What is required: Whenever a line of the listing contains the string "tools", return that line.

Supplied records:
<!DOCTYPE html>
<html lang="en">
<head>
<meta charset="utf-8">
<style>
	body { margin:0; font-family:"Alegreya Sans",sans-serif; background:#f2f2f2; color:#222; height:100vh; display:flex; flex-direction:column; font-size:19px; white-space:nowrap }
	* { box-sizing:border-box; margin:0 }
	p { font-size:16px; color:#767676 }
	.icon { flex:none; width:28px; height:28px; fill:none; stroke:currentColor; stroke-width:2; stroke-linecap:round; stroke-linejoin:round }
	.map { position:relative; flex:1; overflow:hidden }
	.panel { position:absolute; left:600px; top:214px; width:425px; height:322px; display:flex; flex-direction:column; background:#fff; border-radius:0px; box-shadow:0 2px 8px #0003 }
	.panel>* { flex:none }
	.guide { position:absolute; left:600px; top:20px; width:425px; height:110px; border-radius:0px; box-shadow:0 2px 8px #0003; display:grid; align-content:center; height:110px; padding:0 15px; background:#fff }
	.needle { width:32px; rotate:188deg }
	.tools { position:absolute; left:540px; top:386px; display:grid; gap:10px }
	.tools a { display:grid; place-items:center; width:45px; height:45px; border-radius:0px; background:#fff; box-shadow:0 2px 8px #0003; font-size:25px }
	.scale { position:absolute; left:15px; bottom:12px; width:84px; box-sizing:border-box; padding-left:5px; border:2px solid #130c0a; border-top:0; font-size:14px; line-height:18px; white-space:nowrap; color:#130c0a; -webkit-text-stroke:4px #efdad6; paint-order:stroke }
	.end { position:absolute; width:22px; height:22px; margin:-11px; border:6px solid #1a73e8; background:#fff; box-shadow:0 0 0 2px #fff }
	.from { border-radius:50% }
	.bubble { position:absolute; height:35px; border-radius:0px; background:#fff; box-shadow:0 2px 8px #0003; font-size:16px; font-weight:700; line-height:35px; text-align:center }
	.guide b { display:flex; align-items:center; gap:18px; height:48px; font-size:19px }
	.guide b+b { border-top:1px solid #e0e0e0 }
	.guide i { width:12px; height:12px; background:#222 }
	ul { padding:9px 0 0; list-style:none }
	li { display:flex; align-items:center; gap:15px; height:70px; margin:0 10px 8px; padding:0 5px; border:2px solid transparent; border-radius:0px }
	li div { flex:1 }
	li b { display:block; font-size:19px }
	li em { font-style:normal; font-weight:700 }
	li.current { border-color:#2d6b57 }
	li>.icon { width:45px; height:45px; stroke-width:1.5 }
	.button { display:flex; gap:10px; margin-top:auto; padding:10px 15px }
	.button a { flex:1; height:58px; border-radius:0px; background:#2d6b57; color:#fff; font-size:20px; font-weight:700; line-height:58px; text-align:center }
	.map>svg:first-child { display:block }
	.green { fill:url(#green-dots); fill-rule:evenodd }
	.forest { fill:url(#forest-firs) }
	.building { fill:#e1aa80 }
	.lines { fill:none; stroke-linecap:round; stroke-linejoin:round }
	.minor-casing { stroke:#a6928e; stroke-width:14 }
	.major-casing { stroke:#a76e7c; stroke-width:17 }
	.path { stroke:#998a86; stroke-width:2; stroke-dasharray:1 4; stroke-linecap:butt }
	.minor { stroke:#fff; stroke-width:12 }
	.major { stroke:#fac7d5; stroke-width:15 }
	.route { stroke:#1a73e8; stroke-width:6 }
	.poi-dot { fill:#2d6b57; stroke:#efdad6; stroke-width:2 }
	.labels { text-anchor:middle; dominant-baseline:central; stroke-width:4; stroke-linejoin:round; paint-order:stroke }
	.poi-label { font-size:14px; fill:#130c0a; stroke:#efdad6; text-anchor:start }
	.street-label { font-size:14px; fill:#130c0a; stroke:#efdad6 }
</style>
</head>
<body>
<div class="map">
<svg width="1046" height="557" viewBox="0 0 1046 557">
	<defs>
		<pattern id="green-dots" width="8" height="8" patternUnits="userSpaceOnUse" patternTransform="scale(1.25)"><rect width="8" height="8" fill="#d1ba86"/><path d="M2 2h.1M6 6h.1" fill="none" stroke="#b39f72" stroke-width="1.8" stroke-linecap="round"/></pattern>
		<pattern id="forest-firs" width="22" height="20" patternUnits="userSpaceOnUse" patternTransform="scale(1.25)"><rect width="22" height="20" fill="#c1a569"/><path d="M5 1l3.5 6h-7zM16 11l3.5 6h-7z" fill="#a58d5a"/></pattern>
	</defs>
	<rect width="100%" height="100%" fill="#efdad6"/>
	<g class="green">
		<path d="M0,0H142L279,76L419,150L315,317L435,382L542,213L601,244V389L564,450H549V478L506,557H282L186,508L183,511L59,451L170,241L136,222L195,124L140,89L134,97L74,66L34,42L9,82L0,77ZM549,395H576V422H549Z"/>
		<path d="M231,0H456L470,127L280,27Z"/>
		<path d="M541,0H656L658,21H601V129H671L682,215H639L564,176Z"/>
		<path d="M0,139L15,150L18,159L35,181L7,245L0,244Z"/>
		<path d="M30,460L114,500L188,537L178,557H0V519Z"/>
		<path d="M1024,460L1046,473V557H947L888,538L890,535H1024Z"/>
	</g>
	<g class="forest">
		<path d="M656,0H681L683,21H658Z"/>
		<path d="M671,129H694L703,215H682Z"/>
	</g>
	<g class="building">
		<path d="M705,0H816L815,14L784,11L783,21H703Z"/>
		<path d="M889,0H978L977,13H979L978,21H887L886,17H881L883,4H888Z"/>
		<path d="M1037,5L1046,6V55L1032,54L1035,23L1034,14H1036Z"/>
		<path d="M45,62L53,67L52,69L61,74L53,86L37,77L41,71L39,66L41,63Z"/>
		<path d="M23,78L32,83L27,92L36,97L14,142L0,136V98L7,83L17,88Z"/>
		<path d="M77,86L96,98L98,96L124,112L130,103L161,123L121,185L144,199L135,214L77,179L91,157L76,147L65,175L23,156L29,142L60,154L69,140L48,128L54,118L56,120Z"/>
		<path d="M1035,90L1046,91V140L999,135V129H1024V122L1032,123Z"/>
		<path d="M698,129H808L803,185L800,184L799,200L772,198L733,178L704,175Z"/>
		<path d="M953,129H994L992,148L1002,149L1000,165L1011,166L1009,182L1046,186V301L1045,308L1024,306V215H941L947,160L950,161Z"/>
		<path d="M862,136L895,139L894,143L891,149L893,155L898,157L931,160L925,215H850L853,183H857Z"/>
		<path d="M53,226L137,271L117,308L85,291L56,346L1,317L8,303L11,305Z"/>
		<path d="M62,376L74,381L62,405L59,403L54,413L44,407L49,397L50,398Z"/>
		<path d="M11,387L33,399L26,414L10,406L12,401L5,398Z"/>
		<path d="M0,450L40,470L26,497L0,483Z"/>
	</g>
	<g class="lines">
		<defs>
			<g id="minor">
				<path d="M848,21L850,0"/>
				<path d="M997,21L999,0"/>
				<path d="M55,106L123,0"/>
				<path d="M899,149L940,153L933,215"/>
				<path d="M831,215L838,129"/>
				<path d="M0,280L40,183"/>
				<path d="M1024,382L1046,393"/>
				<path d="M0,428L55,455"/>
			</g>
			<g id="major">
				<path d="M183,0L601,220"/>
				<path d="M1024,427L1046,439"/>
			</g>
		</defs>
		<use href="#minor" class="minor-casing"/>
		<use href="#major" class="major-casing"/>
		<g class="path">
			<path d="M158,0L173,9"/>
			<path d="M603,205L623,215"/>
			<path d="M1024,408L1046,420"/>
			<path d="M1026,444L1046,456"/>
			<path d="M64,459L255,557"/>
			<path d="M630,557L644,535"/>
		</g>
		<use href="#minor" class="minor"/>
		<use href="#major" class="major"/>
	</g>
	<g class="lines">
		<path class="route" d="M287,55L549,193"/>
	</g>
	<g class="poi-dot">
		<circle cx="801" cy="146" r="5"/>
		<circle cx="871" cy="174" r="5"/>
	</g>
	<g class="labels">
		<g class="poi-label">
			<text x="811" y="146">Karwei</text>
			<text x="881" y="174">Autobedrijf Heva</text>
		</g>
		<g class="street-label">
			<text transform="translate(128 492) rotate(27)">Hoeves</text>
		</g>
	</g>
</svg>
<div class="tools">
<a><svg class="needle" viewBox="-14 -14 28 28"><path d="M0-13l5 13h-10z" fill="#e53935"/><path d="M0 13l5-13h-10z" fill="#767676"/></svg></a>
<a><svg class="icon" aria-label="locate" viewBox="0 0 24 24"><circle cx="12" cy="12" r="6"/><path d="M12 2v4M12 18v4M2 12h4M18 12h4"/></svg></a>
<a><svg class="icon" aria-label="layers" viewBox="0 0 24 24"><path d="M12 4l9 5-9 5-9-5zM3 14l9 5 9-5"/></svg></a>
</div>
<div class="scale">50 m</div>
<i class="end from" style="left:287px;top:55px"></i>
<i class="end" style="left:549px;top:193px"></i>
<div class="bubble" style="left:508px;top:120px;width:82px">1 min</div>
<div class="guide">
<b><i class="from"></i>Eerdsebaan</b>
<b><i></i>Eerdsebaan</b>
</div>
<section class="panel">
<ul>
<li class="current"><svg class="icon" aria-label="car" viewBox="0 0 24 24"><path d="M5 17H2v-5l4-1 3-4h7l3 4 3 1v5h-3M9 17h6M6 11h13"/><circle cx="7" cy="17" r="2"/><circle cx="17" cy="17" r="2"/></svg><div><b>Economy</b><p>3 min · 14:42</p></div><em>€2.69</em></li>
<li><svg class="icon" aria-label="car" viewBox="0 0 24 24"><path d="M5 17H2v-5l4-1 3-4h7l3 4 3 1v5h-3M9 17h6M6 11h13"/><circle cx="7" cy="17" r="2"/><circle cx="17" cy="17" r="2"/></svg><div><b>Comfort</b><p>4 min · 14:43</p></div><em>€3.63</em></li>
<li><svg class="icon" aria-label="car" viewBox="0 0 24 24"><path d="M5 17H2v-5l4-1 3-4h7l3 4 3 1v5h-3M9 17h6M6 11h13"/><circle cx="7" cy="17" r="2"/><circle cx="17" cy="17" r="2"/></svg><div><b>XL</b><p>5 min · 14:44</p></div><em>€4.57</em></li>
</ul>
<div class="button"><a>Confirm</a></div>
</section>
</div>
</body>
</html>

Exercise output:
	.tools { position:absolute; left:540px; top:386px; display:grid; gap:10px }
	.tools a { display:grid; place-items:center; width:45px; height:45px; border-radius:0px; background:#fff; box-shadow:0 2px 8px #0003; font-size:25px }
<div class="tools">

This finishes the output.